Les, thanks for the article...

the comment about inflation highlights the self-serving nature of the government's statistics...no matter, the bond market will act as a disciplinarian.

regards,

hb



To: Les H who wrote (28153)10/1/1999 4:22:00 PM
From: Les H  Read Replies (2) | Respond to of 99985
 
INSIGHT: DOMINANT FED VIEW: NO IMMEDIATE OVERHEATING THREAT
By Steven K. Beckner

WASHINGTON (MktNews) - While there are certainly misgivings about the pace of demand and the supportiveness of financial conditions in a full employment economy, the dominant view at the Federal Reserve Board is that there is not enough immediate danger of inflation to justify further tightening at this point, Market News International understands.

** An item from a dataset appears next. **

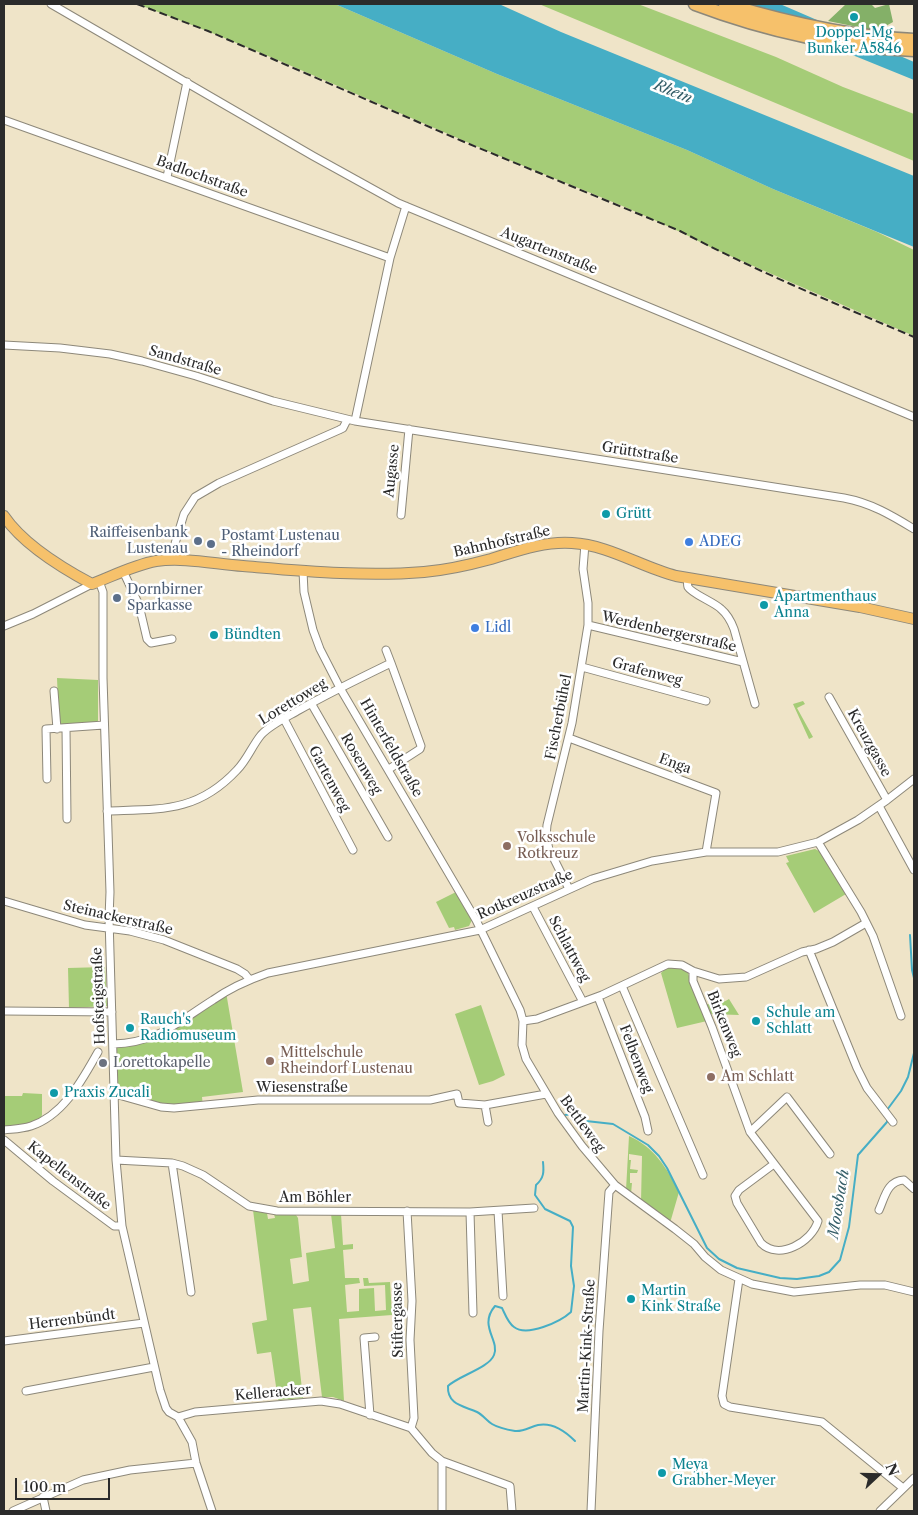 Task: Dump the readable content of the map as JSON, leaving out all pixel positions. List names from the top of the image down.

The controlling viewpoint, Market News International is told, is that there is no proximate threat of an inflationary overheating.

And while there is more concern about potential inflation pressures among some of the Federal Reserve Bank presidents and a couple of the Fed governors, there is probably not sufficient anxiety to propel a consensus toward a third tightening move at the upcoming Federal Open Market Committee meeting, given the lack of actual inflation.

But Market News International also understands that a third hike in the federal funds rate to finish undoing last year's three 25 basis point rate cuts will not be indefinitely postponed. And in fact a move to 5.5% has not been ruled out before year-end, notwithstanding speculation that Y2K considerations rule out rate action until next year.

While not totally at ease about the millennium computer bug's impact on the financial system and on household and business behavior, the Fed has been getting increasingly confident about its preparedness to handle almost any eventuality and increasingly optimistic that Y2K effects will be relatively modest.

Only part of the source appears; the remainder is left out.